González met with the media on Tuesday morning, March 20, joined by the Rev. Traci Blackmon, UCC Executive Minister of Justice & Local Church Ministries, Michigan Conference Minister the Rev. Campbell Lovett, several other local clergy and interfaith partners. The group assembled to convey the importance of this ministry — the first and only Sanctuary Church in the Grand Rapids Metropolitan area — to the community and to the 14 people of this new church start. Together since November 12, the people of Ministerios Ríos de Agua Viva/Joy Like a River UCC have spent much of the last several days cooking, cleaning, painting, readying beds, preparing to offer their expected guests an extravagant welcome. They refurbished a kitchen, added a shower and set up sleeping space for 20 people in two weeks.
“That says a lot about the people of the church,” said González, an associate minister of the Michigan Conference UCC. “Taking sanctuary on and getting it done in just four months. They are owning this ministry.”
Ray Liberator is one of the newest members of the Wyoming, Mich., congregation. A student at Grand Valley State University and an activist for humane immigration laws, he sees hope, and a moral call to action, in sanctuary.
“My family migrated from Mexico when my brother was six months old. My younger sister and I were born here. I was five years old when my dad left and took everything. For my mom — being a single woman with three children to take care of was difficult. But my brother (a DACA recipient), he’s been underprivileged most of his life. He’s an honor student. I’ve always looked up to him. But his biggest obstacle — school is not affordable for him. DREAMers can’t receive financial aid, and he can’t take out a loan. If he’s deported he has nothing to go back to.
“I have never seen a united community such as this,” Liberator continued. “Not only does this group of people really want to see change, they are doing… most of the time it takes a while for sanctuary to be passed, but this church took no less than four months to establish a sanctuary.
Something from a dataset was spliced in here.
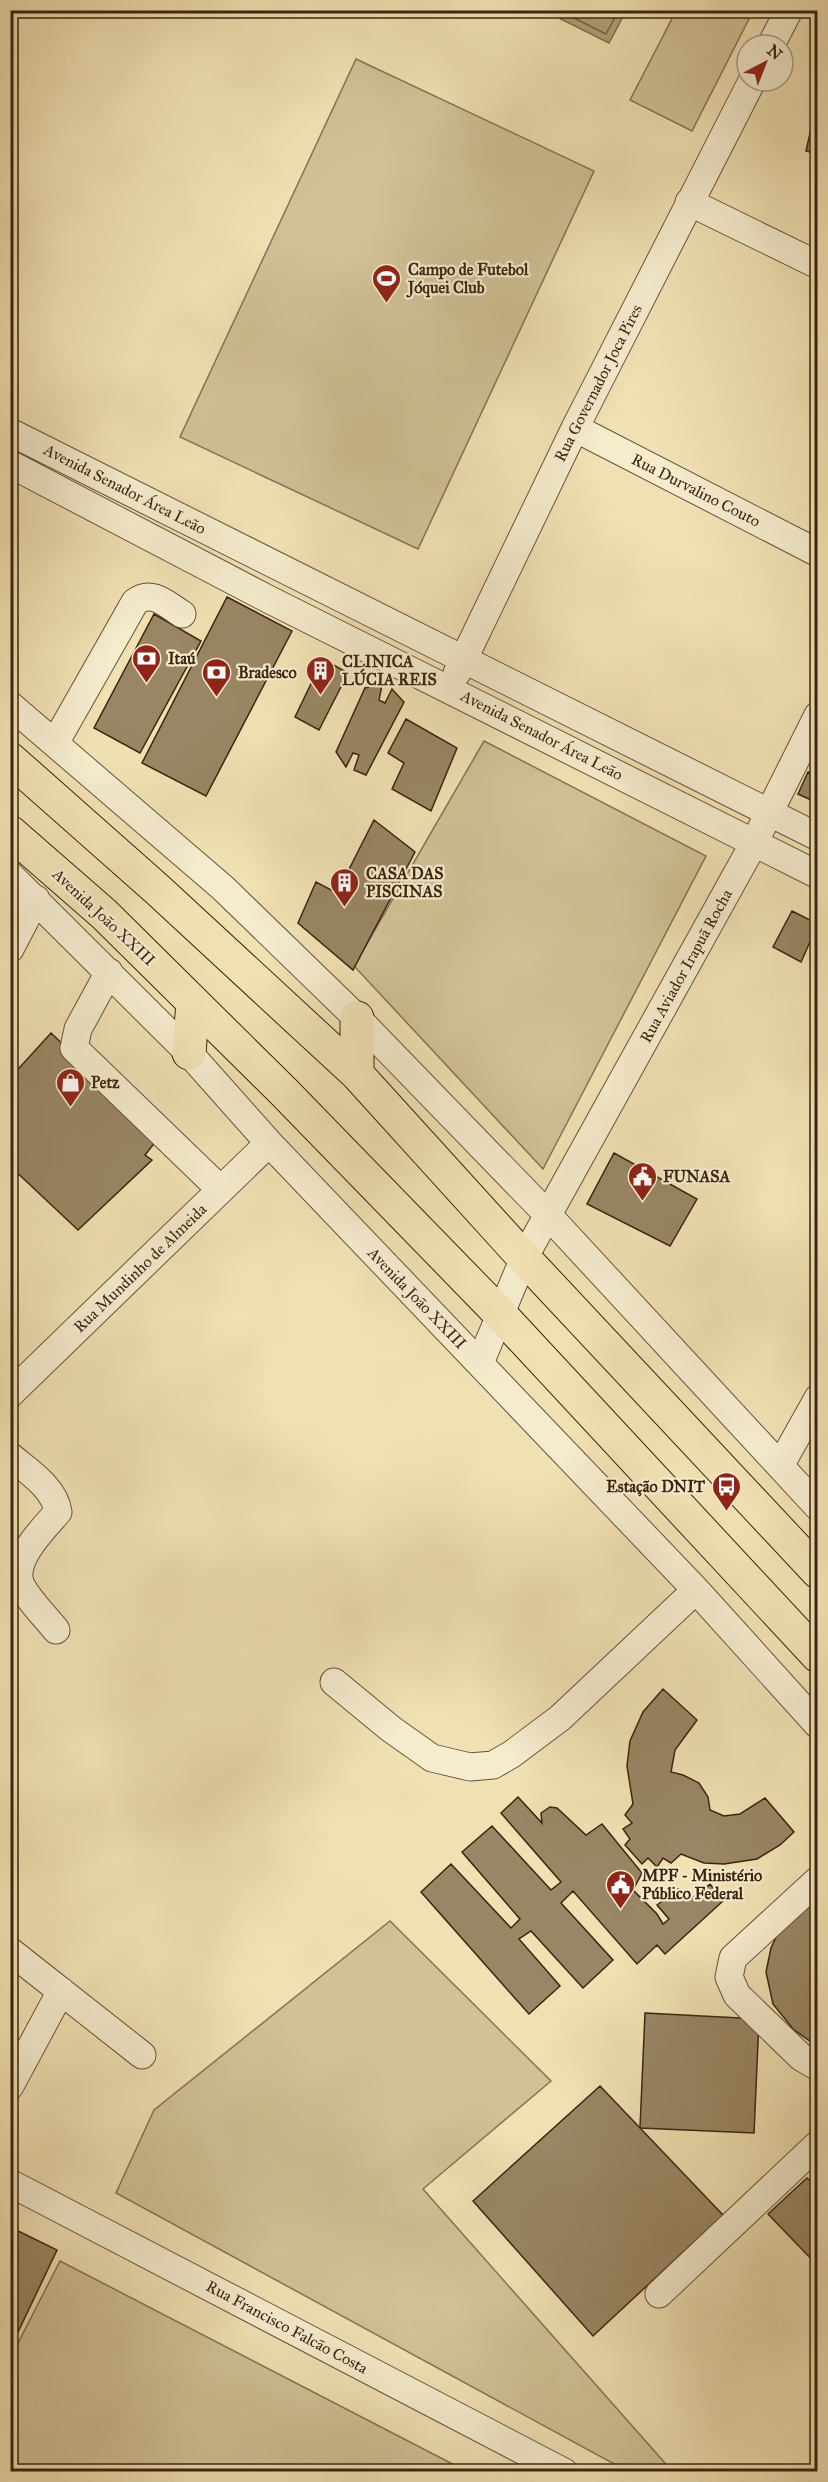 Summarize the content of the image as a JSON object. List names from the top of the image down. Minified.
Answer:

That’s what is unique about this church. A symbol that anything is possible.”
“Immigrants are our part of our American family,” said the Rev. Doug Van Doren, pastor of Plymouth United Church of Christ in Grand Rapids. “Dreamers are our children. This is their home, the land they know. We need to be certain that this is a land where DREAMS COME TRUE, where justice for immigrants reigns and not where nightmares are inflicted.”
“It is unacceptable to me, as a pastor, as a man of faith and a Latinx citizen of our country that we detain parents and separate them from their families and children,” González said. “It is unacceptable to intentionally go after individuals who we, as a society, criminalize. It’s time to get real. The overwhelming majority of under-documented immigrants entered our country through lawful means, with work permits or tourist visas. They stayed here because of the brutal conditions in their countries of origin. They are not, we are not, MS-13 like the president labels us. These fake scare tactics must end now.”
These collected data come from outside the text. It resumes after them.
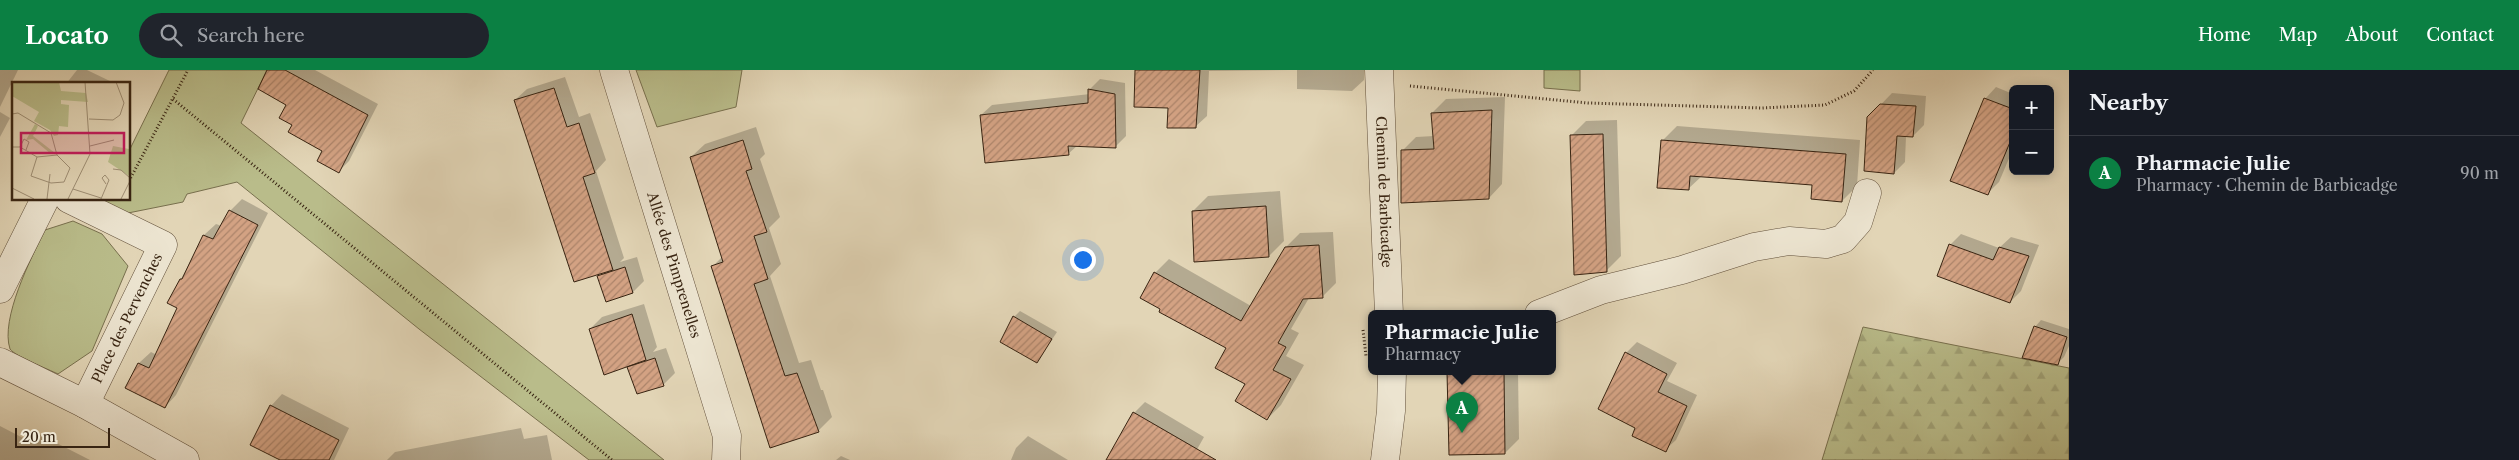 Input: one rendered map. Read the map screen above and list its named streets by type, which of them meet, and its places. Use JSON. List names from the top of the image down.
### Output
{
  "streets": {
    "street": ["Chemin de Barbicadge", "Allée des Pimprenelles", "Place des Pervenches"]
  },
  "scale_bar": "20 m",
  "page": {
    "header": "Locato",
    "search": "Search here",
    "nav": [
      "Home",
      "Map",
      "About",
      "Contact"
    ],
    "heading": "Nearby",
    "map_buttons": ["+", "−"],
    "list": [
      {
        "mark": "A",
        "name": "Pharmacie Julie",
        "note": "Pharmacy · Chemin de Barbicadge",
        "value": "90 m"
      }
    ],
    "popup": ["Pharmacie Julie", "Pharmacy"],
    "pins": "A",
    "scale": "20 m"
  }
} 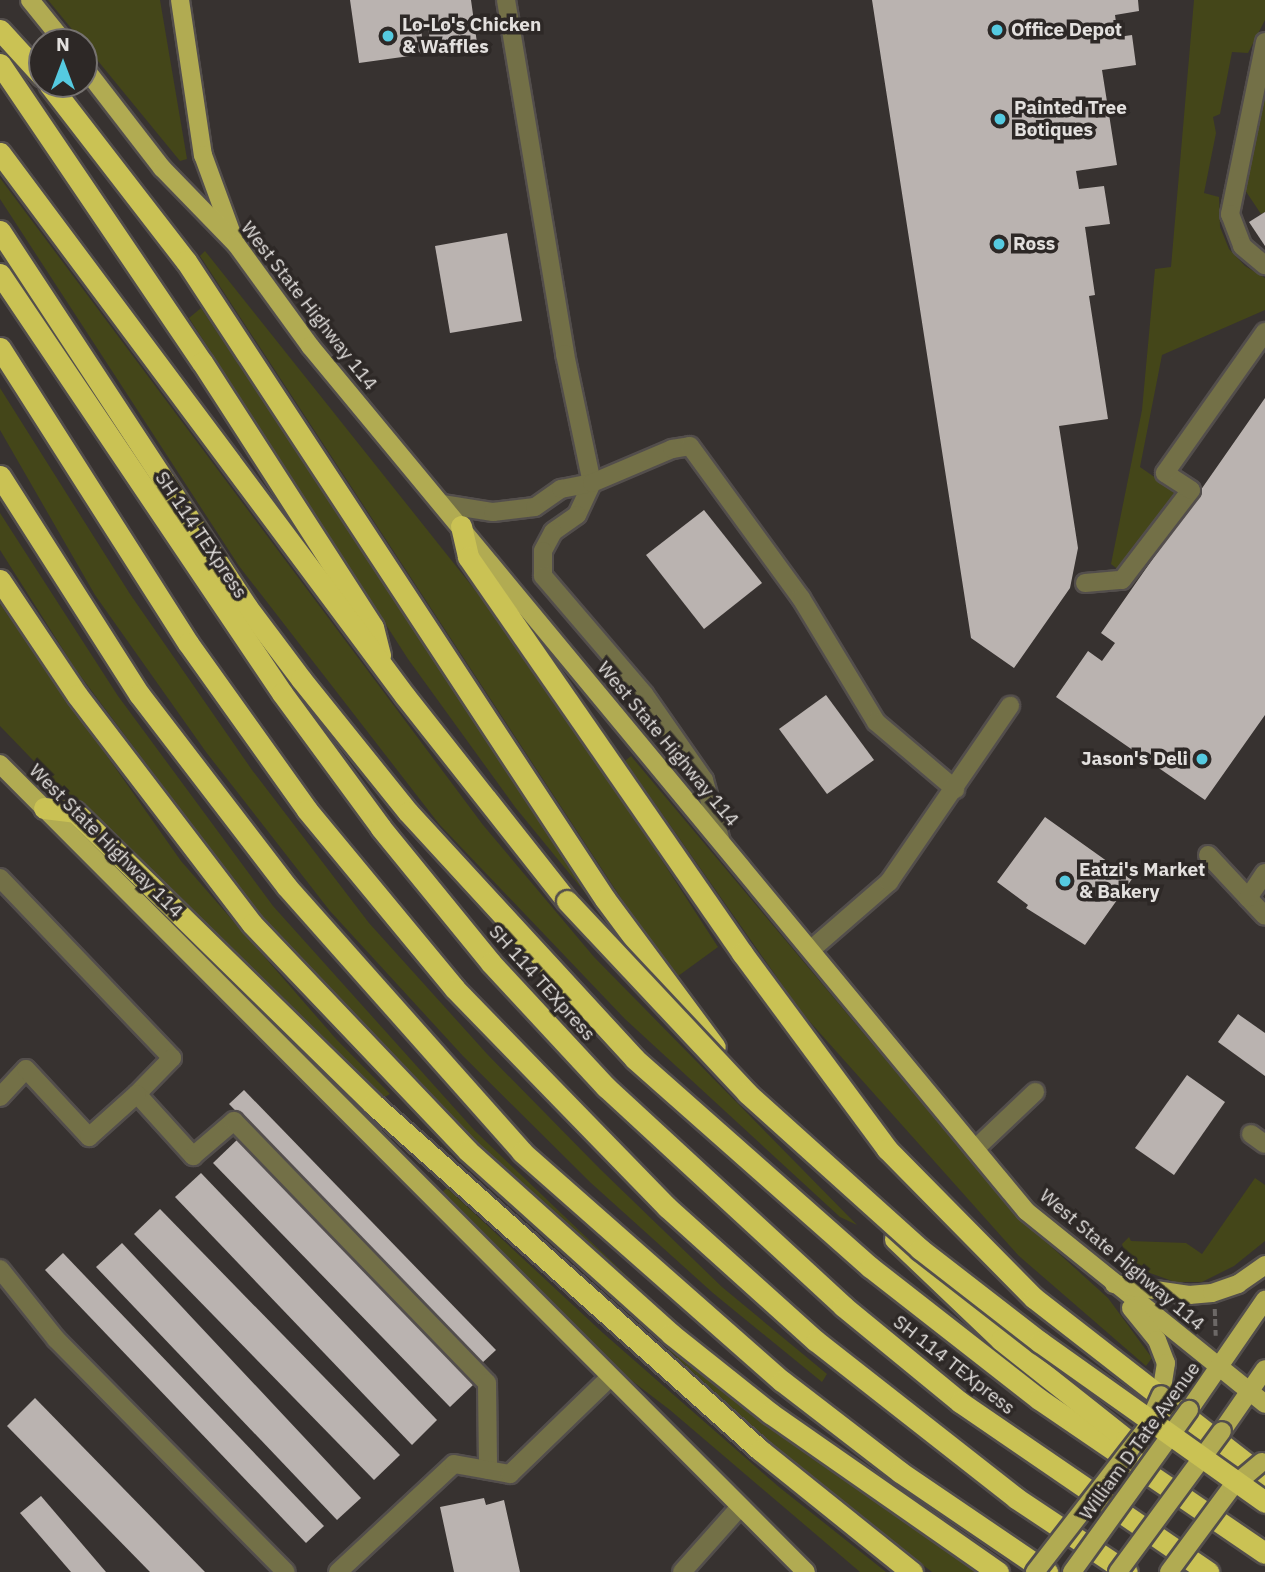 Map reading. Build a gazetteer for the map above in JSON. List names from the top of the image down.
{
  "streets": {
    "highway": ["SH 114 TEXpress"],
    "main road": ["West State Highway 114", "William D Tate Avenue"]
  },
  "crossings": [
    ["West State Highway 114", "William D Tate Avenue"]
  ],
  "places": [
    "Office Depot",
    "Lo-Lo's Chicken & Waffles",
    "Painted Tree Botiques",
    "Ross",
    "Jason's Deli",
    "Eatzi's Market & Bakery"
  ],
  "north": "top"
}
Ministerios Ríos de Agua Viva/Joy Like a River UCC will soon to be welcoming into sanctuary a woman from Venezuela who has applied for asylum and needs a place to stay while her case is being determined. González said she originally started her application while in Puerto Rico, but after Hurricane Maria hit she came to the states and Grand Rapids to continue the process. Another family, detained by ICE and then released, has also inquired about becoming guests of the church. The husband and wife, parents of a couple of children, are no longer able to work.
This congregation is the second UCC church in Michigan to become a public sanctuary. Last Monday, March 12, First Congregational Church, United Church of Christ, in downtown Kalamazoo welcomed a Pakistani woman into sanctuary, the day she was scheduled for deportation by Immigration and Customs Enforcement.
“The Church cannot stand in silence as the Administration unleashes ICE in our neighborhoods, disrupts our communities, profiles Black, Brown and Asian citizens and immigrants,” Gonzalez continued. “We will not stand for the profiling of our Muslim and other communities of faith. A violation on any of us is a violation of all of us.”